Bicarbonate Homeostasis in Excitable Tissues: Role of AE3 Cl-/HCO3- Exchanger and Carbonic Anhydrase XIV Interaction.

CASEY, JR; SLY, WS; SHAH, GN; ALVAREZ, BV

AMERICAN JOURNAL OF PHYSIOLOGY-CELL PHYSIOLOGY

AMER PHYSIOLOGICAL SOC

Lugar: Bethesda, MD; Año: 2009 vol. 297 p. 1091 - 1102

0363-6143

Bicarbonate transport and metabolism are key elements of normal cellular function.  Two alternate transcripts of AE3, full-length (AE3fl) and cardiac (AE3c), are expressed in central nervous system (CNS) where AE3 catalyzes electroneutral Cl-/HCO3- exchange across the plasma membrane of neuronal and glial cells of CNS.  Anion exchanger isoforms, AE3fl and AE3c, associate with the carbonic anhydrases (CA) CAII and CAIV, forming a HCO3- transport metabolon, to maximize HCO3- flux across the plasma membrane.

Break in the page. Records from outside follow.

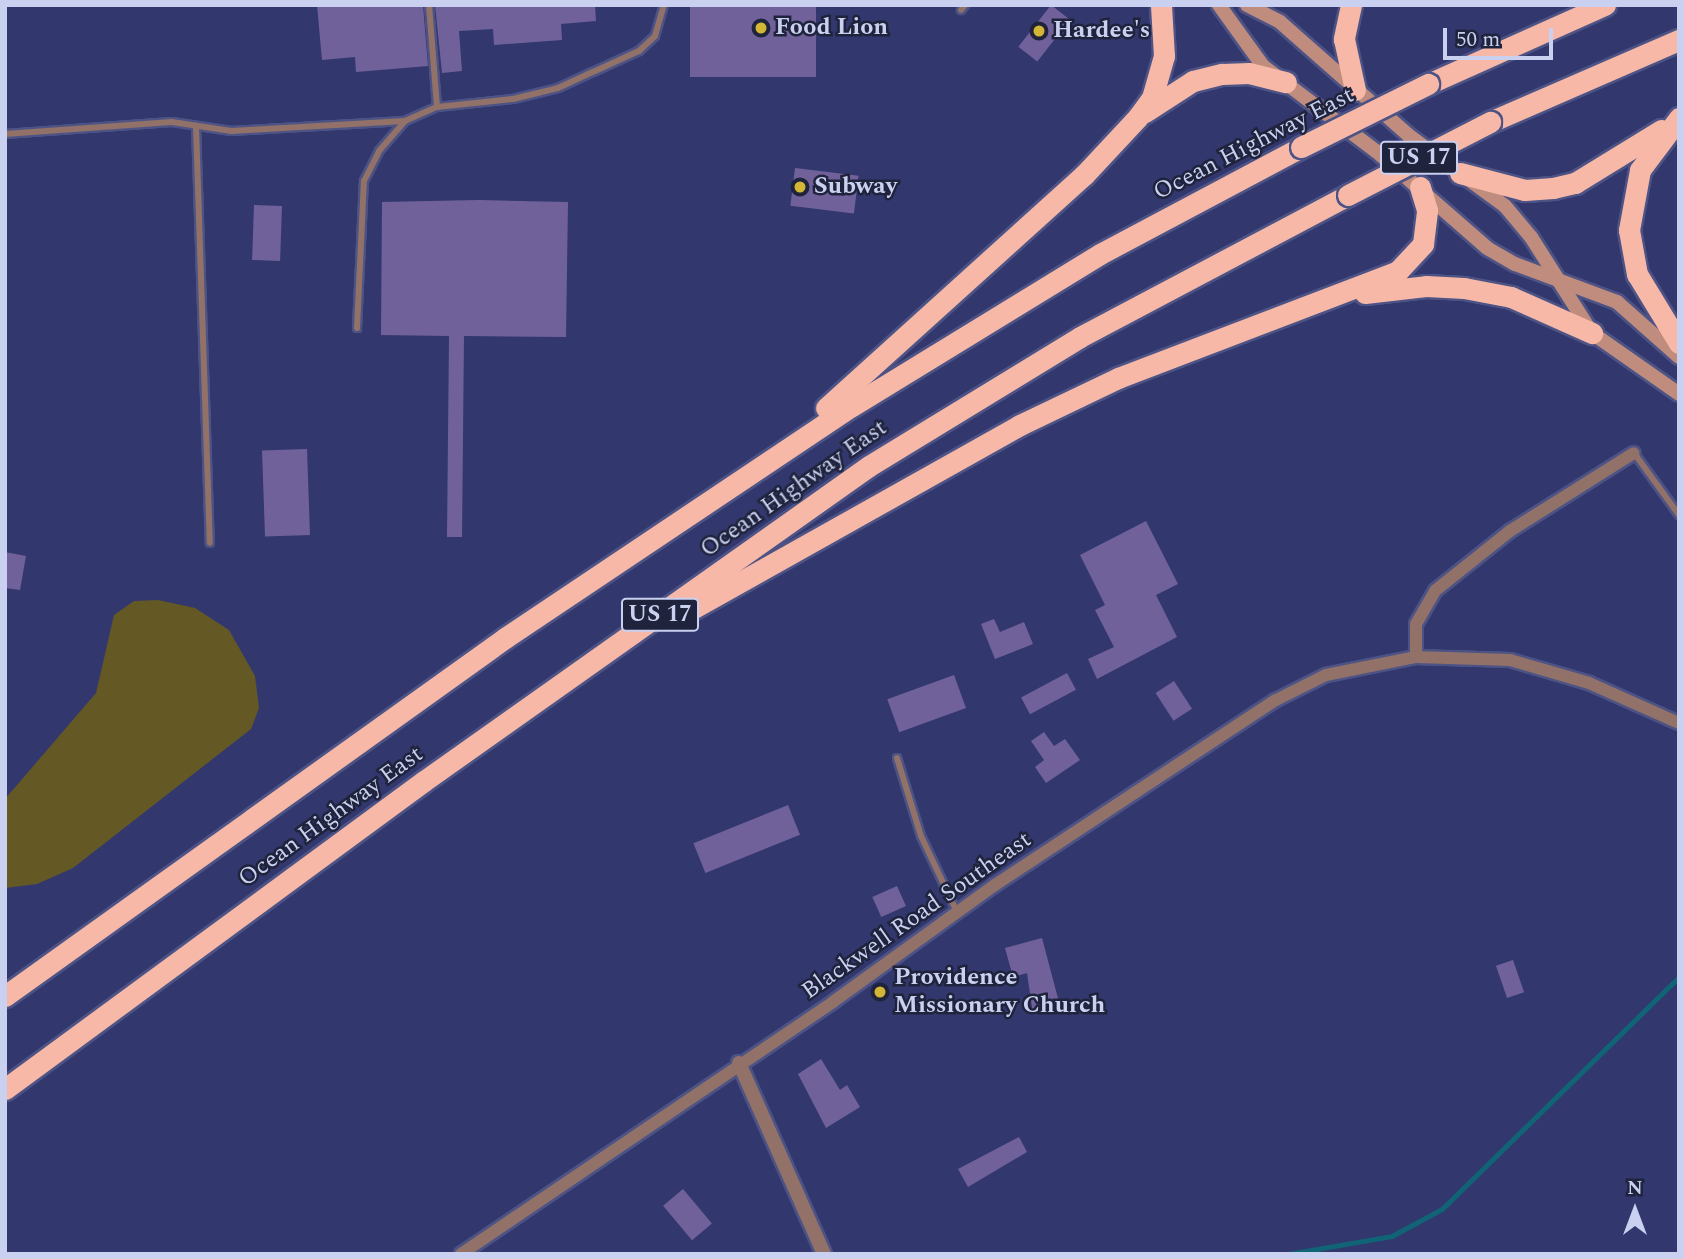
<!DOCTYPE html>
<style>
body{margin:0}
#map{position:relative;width:1684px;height:1259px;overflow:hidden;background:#32386e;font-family:Spectral,serif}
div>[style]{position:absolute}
.green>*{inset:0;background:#645825}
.stream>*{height:4.5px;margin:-2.25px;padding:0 2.25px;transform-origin:2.25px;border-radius:2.25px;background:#106476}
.building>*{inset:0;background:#71619b;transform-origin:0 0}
.roads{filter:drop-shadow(2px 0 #4d5385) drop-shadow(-2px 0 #4d5385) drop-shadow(0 2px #4d5385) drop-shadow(0 -2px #4d5385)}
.service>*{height:6px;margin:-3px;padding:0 3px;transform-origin:3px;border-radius:3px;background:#917168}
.minor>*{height:12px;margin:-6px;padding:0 6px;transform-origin:6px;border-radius:6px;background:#917168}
.tertiary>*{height:14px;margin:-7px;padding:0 7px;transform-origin:7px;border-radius:7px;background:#917168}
.secondary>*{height:14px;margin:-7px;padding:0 7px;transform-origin:7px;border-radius:7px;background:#bf8c7e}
.motorway>*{height:21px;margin:-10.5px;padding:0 10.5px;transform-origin:10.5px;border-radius:10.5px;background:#f7b8a7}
.bridges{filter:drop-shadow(2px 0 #4d5385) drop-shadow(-2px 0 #4d5385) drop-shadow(0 2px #4d5385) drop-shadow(0 -2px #4d5385)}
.motorway-bridge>*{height:21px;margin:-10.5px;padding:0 10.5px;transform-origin:10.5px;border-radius:10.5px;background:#f7b8a7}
.dots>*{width:19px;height:19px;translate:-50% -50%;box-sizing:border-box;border:4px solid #1f233b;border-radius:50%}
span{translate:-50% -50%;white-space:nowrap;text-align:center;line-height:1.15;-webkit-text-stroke:5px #1f233b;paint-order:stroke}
.shield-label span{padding:2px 5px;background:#1f233b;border:2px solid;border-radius:5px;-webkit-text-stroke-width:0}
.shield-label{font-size:23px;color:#c9d0f0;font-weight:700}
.poi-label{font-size:24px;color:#c9d0f0;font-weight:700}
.left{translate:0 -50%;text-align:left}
.street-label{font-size:24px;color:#c9d0f0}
.frame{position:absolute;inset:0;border:7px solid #c9d0f0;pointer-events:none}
.north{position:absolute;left:1600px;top:1175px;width:70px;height:70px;-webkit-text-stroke:5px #1f233b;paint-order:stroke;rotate:0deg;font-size:19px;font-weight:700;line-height:28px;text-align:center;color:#c9d0f0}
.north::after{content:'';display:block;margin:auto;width:24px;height:32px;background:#c9d0f0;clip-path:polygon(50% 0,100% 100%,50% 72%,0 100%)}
.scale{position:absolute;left:1443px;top:28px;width:110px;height:32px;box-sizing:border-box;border:4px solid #c9d0f0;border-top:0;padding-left:9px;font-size:21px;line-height:24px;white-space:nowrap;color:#c9d0f0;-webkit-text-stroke:5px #1f233b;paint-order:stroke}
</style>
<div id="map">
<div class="green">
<div style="clip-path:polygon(158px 600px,195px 608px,229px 630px,255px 676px,259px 708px,251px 729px,73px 868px,37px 884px,5px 888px,5px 799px,96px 693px,114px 615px,134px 601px)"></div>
</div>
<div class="stream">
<div style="left:1288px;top:1254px;width:106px;rotate:-9.8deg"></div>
<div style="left:1392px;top:1236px;width:57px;rotate:-28.4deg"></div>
<div style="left:1442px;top:1209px;width:332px;rotate:-44.4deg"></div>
</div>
<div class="building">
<div style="clip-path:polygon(317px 5px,423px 5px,428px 66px,356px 72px,355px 57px,322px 60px)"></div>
<div style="clip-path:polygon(435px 5px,595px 5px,596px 21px,561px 24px,562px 40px,494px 45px,493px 29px,459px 31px,462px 71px,442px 73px)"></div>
<div style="left:690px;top:5px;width:126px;height:72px"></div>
<div style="left:1051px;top:5px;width:24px;height:53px;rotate:38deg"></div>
<div style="left:795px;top:168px;width:64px;height:38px;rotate:7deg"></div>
<div style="clip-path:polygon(479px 200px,568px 202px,566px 337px,464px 336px,462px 537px,447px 537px,449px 336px,381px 335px,382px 202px)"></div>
<div style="left:254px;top:205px;width:28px;height:55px;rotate:2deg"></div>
<div style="left:307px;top:449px;width:86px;height:45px;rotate:88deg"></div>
<div style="clip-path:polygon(1146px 521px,1178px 584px,1156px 595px,1177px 637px,1097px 679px,1088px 659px,1114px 647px,1095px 610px,1105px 605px,1080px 555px)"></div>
<div style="clip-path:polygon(5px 552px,26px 556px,20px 590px,5px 588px)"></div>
<div style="clip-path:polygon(994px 619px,1000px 632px,1024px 622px,1033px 644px,995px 659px,981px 624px)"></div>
<div style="left:1067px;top:673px;width:19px;height:52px;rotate:62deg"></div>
<div style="left:954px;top:675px;width:35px;height:71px;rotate:70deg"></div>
<div style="left:1174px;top:681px;width:33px;height:22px;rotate:57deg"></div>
<div style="clip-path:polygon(1044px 732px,1054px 746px,1065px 739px,1080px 760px,1046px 783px,1035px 767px,1044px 760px,1031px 741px)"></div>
<div style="left:788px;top:805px;width:32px;height:102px;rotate:68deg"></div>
<div style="left:897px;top:886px;width:22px;height:27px;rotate:66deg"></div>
<div style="clip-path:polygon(1042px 938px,1060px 1006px,1033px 1014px,1027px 973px,1013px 977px,1005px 948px)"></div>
<div style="left:1513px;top:960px;width:34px;height:18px;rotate:71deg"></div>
<div style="clip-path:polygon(821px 1059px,840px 1090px,847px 1085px,860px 1107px,826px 1128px,798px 1074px)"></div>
<div style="clip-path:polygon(1019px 1137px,1027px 1152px,968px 1187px,958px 1169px)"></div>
<div style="left:683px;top:1189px;width:45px;height:26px;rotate:50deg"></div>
</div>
<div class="roads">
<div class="service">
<div style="left:429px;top:5px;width:102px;rotate:85.5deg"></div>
<div style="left:961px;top:10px;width:6px;rotate:-51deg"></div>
<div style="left:196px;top:127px;width:416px;rotate:88.1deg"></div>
<div style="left:5px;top:134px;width:167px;rotate:-4.1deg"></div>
<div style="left:172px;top:122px;width:60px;rotate:8.7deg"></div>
<div style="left:231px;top:131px;width:174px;rotate:-3.3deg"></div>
<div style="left:405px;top:121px;width:35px;rotate:-24deg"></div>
<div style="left:437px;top:107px;width:76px;rotate:-6deg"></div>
<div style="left:513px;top:99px;width:46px;rotate:-13.7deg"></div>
<div style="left:558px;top:88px;width:38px;rotate:-25deg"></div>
<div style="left:593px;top:72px;width:51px;rotate:-24.5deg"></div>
<div style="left:639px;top:51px;width:22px;rotate:-43deg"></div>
<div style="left:655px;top:36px;width:32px;rotate:-74deg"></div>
<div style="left:357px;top:328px;width:147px;rotate:-87.3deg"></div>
<div style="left:364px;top:181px;width:34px;rotate:-63deg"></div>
<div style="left:379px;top:151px;width:40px;rotate:-49deg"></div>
<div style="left:1634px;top:453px;width:77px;rotate:54deg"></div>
<div style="left:897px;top:758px;width:82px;rotate:72.9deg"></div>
<div style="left:921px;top:836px;width:84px;rotate:64.7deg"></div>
</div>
<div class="minor">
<div style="left:1416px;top:657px;width:33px;rotate:-90deg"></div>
<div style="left:1416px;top:624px;width:39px;rotate:-60deg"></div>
<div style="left:1436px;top:590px;width:95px;rotate:-38.6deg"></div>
<div style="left:1510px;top:531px;width:146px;rotate:-32.2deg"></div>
<div style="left:461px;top:1254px;width:451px;rotate:-34.1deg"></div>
<div style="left:834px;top:1001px;width:198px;rotate:-35.8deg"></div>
<div style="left:995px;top:885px;width:336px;rotate:-33.4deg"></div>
<div style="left:1276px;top:700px;width:56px;rotate:-26.6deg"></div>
<div style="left:1326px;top:675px;width:92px;rotate:-11.3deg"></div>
<div style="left:1416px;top:657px;width:94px;rotate:1.8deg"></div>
<div style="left:1510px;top:660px;width:82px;rotate:16.2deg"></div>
<div style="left:1589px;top:683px;width:98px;rotate:24deg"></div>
</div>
<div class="tertiary">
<div style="left:739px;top:1063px;width:209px;rotate:66deg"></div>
</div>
<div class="secondary">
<div style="left:1219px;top:5px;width:75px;rotate:54.2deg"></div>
<div style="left:1263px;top:66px;width:141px;rotate:37deg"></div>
<div style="left:1376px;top:151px;width:147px;rotate:41.1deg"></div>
<div style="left:1487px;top:248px;width:32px;rotate:30deg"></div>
<div style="left:1515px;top:264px;width:109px;rotate:20.4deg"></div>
<div style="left:1617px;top:302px;width:83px;rotate:41.6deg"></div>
<div style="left:1247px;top:5px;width:37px;rotate:27deg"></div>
<div style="left:1280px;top:22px;width:171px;rotate:41.4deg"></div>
<div style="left:1408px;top:135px;width:120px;rotate:36.2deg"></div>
<div style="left:1505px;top:206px;width:40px;rotate:50deg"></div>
<div style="left:1531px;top:237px;width:114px;rotate:57.6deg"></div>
<div style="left:1592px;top:333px;width:106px;rotate:35deg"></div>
</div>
<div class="motorway">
<div style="left:1351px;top:5px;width:35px;rotate:102deg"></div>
<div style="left:1344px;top:39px;width:52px;rotate:77.8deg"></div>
<div style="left:1428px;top:84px;width:194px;rotate:-24.1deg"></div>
<div style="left:1145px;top:112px;width:57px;rotate:-32.9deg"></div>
<div style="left:1193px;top:81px;width:30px;rotate:-14deg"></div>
<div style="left:1222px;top:74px;width:27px;rotate:-2deg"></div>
<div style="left:1249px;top:73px;width:38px;rotate:14deg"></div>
<div style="left:1679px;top:118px;width:65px;rotate:126.9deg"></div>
<div style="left:1640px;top:170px;width:61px;rotate:100.4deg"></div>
<div style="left:1629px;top:230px;width:45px;rotate:79.7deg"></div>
<div style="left:1637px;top:274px;width:81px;rotate:58.7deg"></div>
<div style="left:1490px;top:122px;width:206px;rotate:-23.5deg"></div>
<div style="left:1460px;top:173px;width:67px;rotate:14.7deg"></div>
<div style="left:1525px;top:190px;width:28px;rotate:-4deg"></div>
<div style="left:1553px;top:188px;width:23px;rotate:-13deg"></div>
<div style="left:1575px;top:183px;width:101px;rotate:-31.6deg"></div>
<div style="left:1365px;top:293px;width:61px;rotate:-6.5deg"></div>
<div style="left:1426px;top:286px;width:38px;rotate:3deg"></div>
<div style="left:1464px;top:288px;width:48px;rotate:10.8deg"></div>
<div style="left:1511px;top:297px;width:89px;rotate:24deg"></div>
<div style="left:826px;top:408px;width:348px;rotate:-42.1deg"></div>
<div style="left:1084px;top:175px;width:79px;rotate:-47deg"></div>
<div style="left:1138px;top:117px;width:24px;rotate:-54deg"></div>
<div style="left:1152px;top:98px;width:44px;rotate:-74.1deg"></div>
<div style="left:1164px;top:56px;width:51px;rotate:-93.4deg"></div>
<div style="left:676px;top:618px;width:394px;rotate:-29.3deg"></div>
<div style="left:1020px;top:425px;width:109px;rotate:-25.6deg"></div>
<div style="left:1118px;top:378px;width:300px;rotate:-20.9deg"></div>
<div style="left:1398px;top:271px;width:37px;rotate:-47deg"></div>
<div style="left:1423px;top:244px;width:34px;rotate:-83deg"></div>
<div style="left:1427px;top:210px;width:24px;rotate:-107deg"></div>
<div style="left:5px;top:996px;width:615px;rotate:-35.6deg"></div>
<div style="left:505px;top:638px;width:417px;rotate:-33.8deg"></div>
<div style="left:852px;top:406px;width:291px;rotate:-31.5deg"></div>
<div style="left:1100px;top:254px;width:228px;rotate:-28deg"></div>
<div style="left:5px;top:1089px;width:520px;rotate:-36.32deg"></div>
<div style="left:424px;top:781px;width:545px;rotate:-35.29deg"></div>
<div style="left:869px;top:466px;width:247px;rotate:-31.4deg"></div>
<div style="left:1080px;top:337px;width:303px;rotate:-27.9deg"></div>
</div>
</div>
<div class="bridges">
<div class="motorway-bridge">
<div style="left:1301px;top:147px;width:142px;rotate:-26.4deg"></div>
<div style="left:1348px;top:195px;width:160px;rotate:-27.2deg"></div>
</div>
</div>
<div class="dots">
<div style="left:761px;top:28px;background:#d3b635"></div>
<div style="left:1039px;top:31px;background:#d3b635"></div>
<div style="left:800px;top:187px;background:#d3b635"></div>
<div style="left:880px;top:992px;background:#d3b635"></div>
</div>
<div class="shield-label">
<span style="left:1419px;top:158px">US 17</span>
<span style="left:660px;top:615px">US 17</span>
</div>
<div class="poi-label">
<span class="left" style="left:775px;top:28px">Food Lion</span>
<span class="left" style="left:1053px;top:31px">Hardee's</span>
<span class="left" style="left:814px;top:187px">Subway</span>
<span class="left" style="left:894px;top:992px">Providence<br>Missionary Church</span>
</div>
<div class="street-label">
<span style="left:1254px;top:144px;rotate:-27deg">Ocean Highway East</span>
<span style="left:794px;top:489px;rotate:-35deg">Ocean Highway East</span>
<span style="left:331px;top:817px;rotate:-36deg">Ocean Highway East</span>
<span style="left:917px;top:916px;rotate:-35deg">Blackwell Road Southeast</span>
</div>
<div class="frame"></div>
<div class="north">N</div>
<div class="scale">50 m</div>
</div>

CAXIV, with catalytic domain anchored to the extracellular surface, is also expressed in CNS.  Here physical association of AE3 and CAXIV was examined by co-immunoprecipitation experiments, using mouse brain and retinal lysates.  CAXIV immunoprecipitated with anti-AE3 antibody and both AE3 isoforms were immunoprecipitated using anti-CAXIV antibody, indicating CAXIV and AE3 interaction in the CNS.  Confocal images revealed co-localization of CAXIV and AE3 in Müller and horizontal cells, in the mouse retina.  Cl-/HCO3- exchange activity of AE3fl was investigated in transiently-transfected HEK293 cells, using intracellular fluorescent measurements of 2´-7´-bis (2-carboxyethyl)-5(6)-carboxyfluorescein (BCECF), to monitor intracellular pH.  CAXIV increased the rate of AE3fl-mediated HCO3- transport by up to 120%, which was suppressed by the CA inhibitor acetazolamide.  Association of AE3 and CAXIV may represent a mechanism to enhance disposal of waste CO2, and to balance pH in excitable tissues.